This paper attempts to summarize the evolution of the global approach to HIV surveillance among pregnant women attending ANCs, including origins of ANC serosurveillance, program expansion and questioning of the serosurveillance approach, and movement to consensus, culminating in the 2015 World Health Organization (WHO) guidelines recommending the use of routine program data for HIV surveillance among pregnant women.


In 1988, 2 years after the global program on acquired immunodeficiency syndrome (AIDS) was founded by the WHO, epidemiologists recommended the establishment of HIV sentinel surveillance systems among different health services to monitor the HIV epidemic in select populations, including pregnant women [3]. This strategy identified the availability of remnant blood from routine syphilis testing among pregnant women attending ANCs as an opportunity to conduct HIV surveillance. ANC attendees were thought to represent an accessible cross section of healthy, sexually active women in the general population, and results from ANC HIV sentinel serosurveillance were considered a general proxy for HIV prevalence in the underlying community [4,5]. The names and personally identifying information of the pregnant women were removed in such a way that it would not be possible to link a specimen to a specific person, thus assuring the confidentiality of the pregnant women. This strategy came to be known as unlinked anonymous testing (UAT) [6].
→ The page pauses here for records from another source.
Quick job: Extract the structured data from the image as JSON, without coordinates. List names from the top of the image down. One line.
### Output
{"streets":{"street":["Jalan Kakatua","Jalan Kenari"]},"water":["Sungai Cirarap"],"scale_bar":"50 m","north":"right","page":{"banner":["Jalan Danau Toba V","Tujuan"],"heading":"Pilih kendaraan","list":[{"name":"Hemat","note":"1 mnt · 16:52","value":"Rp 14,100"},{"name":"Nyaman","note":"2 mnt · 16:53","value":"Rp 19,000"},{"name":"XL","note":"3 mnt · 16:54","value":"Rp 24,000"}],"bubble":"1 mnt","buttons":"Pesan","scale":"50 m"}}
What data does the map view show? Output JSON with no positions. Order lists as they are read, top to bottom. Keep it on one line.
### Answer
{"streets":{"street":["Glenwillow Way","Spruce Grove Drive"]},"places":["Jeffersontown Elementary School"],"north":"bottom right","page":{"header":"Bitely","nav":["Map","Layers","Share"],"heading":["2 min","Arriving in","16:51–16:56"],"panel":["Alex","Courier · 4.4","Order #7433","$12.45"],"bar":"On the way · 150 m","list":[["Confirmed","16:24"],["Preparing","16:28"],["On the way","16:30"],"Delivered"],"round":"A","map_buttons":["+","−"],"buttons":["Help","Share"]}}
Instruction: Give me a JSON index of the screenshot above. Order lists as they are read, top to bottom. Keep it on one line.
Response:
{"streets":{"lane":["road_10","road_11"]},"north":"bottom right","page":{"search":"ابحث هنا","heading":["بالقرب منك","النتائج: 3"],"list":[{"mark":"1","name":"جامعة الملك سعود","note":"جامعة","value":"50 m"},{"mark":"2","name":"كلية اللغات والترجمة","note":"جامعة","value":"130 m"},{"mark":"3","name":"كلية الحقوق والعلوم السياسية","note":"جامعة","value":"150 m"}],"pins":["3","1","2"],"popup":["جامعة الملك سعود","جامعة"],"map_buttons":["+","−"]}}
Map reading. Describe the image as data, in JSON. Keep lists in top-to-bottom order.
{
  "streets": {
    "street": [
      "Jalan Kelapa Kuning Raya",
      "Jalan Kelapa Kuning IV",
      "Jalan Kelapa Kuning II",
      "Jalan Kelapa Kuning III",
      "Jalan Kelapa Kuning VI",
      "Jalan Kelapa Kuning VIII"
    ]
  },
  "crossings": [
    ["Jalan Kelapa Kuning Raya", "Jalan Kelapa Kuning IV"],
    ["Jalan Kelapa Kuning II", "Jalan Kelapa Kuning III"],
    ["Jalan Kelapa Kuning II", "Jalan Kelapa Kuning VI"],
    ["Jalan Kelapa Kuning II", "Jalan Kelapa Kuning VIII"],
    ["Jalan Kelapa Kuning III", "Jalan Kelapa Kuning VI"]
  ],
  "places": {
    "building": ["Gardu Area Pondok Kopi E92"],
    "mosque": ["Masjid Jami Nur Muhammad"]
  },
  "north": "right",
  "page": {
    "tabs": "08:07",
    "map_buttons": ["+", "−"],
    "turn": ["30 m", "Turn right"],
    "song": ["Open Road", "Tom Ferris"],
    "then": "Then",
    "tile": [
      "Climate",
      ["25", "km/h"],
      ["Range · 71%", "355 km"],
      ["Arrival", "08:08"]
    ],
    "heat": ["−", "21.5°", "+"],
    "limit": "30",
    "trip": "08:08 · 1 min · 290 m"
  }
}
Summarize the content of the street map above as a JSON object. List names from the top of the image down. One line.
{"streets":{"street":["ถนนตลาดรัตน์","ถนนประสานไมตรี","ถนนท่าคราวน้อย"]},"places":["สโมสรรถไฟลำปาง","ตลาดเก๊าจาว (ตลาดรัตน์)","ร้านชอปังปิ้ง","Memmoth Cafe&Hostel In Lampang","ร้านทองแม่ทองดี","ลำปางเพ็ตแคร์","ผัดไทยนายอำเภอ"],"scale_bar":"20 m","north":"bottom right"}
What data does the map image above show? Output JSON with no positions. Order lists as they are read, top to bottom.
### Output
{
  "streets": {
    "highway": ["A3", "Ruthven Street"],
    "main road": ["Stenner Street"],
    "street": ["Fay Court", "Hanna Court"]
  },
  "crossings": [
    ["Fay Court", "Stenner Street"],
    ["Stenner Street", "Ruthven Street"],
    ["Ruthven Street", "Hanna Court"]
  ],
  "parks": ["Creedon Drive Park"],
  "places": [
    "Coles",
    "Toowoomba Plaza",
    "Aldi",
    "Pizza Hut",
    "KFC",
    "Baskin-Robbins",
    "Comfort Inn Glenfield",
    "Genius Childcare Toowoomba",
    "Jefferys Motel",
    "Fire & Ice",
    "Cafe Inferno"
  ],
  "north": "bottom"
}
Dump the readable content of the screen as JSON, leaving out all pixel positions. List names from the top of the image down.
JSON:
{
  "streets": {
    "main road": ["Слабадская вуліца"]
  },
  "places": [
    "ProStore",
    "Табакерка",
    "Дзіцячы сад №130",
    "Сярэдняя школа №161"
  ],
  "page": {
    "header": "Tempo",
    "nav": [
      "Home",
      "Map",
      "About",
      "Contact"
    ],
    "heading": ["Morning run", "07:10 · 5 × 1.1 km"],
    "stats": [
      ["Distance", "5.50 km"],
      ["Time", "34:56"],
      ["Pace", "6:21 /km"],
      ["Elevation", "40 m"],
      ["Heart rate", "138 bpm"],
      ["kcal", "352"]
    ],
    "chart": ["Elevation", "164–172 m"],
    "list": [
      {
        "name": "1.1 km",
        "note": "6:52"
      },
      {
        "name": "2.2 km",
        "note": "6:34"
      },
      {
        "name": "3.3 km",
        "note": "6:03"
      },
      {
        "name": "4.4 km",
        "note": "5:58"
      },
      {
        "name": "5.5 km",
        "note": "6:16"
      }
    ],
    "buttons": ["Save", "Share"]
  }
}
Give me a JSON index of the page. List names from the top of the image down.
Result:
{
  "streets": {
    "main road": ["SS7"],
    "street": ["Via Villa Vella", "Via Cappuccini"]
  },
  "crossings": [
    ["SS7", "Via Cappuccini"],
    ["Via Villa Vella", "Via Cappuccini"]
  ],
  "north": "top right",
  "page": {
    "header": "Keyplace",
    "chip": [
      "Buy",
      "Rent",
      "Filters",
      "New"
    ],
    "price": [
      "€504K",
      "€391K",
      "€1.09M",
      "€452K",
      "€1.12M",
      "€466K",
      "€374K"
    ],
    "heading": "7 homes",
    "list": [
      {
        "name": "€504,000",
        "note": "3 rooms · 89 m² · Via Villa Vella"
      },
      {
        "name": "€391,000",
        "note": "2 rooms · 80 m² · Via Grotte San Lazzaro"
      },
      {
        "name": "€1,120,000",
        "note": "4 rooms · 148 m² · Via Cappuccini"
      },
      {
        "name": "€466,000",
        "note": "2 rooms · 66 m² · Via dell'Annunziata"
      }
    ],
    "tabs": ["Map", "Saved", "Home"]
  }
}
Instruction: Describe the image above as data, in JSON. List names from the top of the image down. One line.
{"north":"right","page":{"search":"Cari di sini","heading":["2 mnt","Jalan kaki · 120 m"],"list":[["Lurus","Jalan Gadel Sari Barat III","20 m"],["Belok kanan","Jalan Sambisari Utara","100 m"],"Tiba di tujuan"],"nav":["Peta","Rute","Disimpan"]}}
International guidelines for HIV sentinel serosurveillance describing UAT were disseminated by WHO in 1989 and updated in 2003 [2,7]. These guidelines presented UAT as an important and effective method of public health surveillance that, if approved by national ethics committees and implemented in accordance with rigorous standards, did not compromise core bioethical principles. Foremost among these standards was the permanent delinking of personally identifying information from surveillance data and the safeguarding of the confidentiality and privacy of pregnant women sampled by surveillance. UAT-based ANC serosurveillance was a key element of HIV surveillance for at least 20 years, particularly in countries with generalized epidemics where serosurveillance was conducted on an annual or biannual basis.

UAT-based ANC serosurveillance has provided valuable information about trends in HIV prevalence among pregnant women attending ANCs and served as a proxy for trends in prevalence among the general population, enabling countries to monitor the course of their HIV epidemics; advocate for support for HIV programming and resources; allocate resources for design; and measure the effectiveness of HIV control and prevention interventions [6,8]. Between 1993 and 2012, at least 84 ANC serosurveillance activities were conducted in sub-Saharan Africa [9]. Indeed, before the scale-up and destigmatization of routine HIV screening at ANC in sub-Saharan Africa, the UAT approach was important in limiting participation biases in serosurveillance HIV estimates. ANC serosurveillance has also been used as a key data source for the Joint United Nations Programme on HIV/AIDS (UNAIDS) and individual countries to model national, regional, and global HIV incidence and trends, using the UNAIDS-supported Spectrum modeling software (Avenir Health, Glastonbury, CT) [10-13].


Despite the historical contributions of UAT-based ANC serosurveillance to monitor the HIV epidemic, its use as a surveillance strategy has been questioned on ethical grounds since the early 1990s [14]. Critics viewed this strategy as inconsistent with the core bioethical principle of respect for persons (as outlined in the 1979 US Department of Health, Education, and Welfare’s Belmont Report, the 1991 Council for International Organizations of Medical Sciences and WHO International Guidelines for Ethical Review of Epidemiological Studies, and the 2009 International Ethical Guidelines on Epidemiological Studies), as it failed to respect the autonomy of pregnant women to make informed choices about participation in surveillance and surveillance-related testing [14-18]. The advent of effective drug therapy to prevent mother-to-child transmission of HIV in the mid-1990s increased ethical concerns about UAT as it did not provide notification of HIV test results or the opportunity for intervention [19]. Consequently, UAT-based serosurveillance among pregnant women in the United States was discontinued in 1995 [20]. However, many other countries, including high-income countries such as the United Kingdom, retained UAT and have continued to use this strategy to monitor HIV epidemics [21,22].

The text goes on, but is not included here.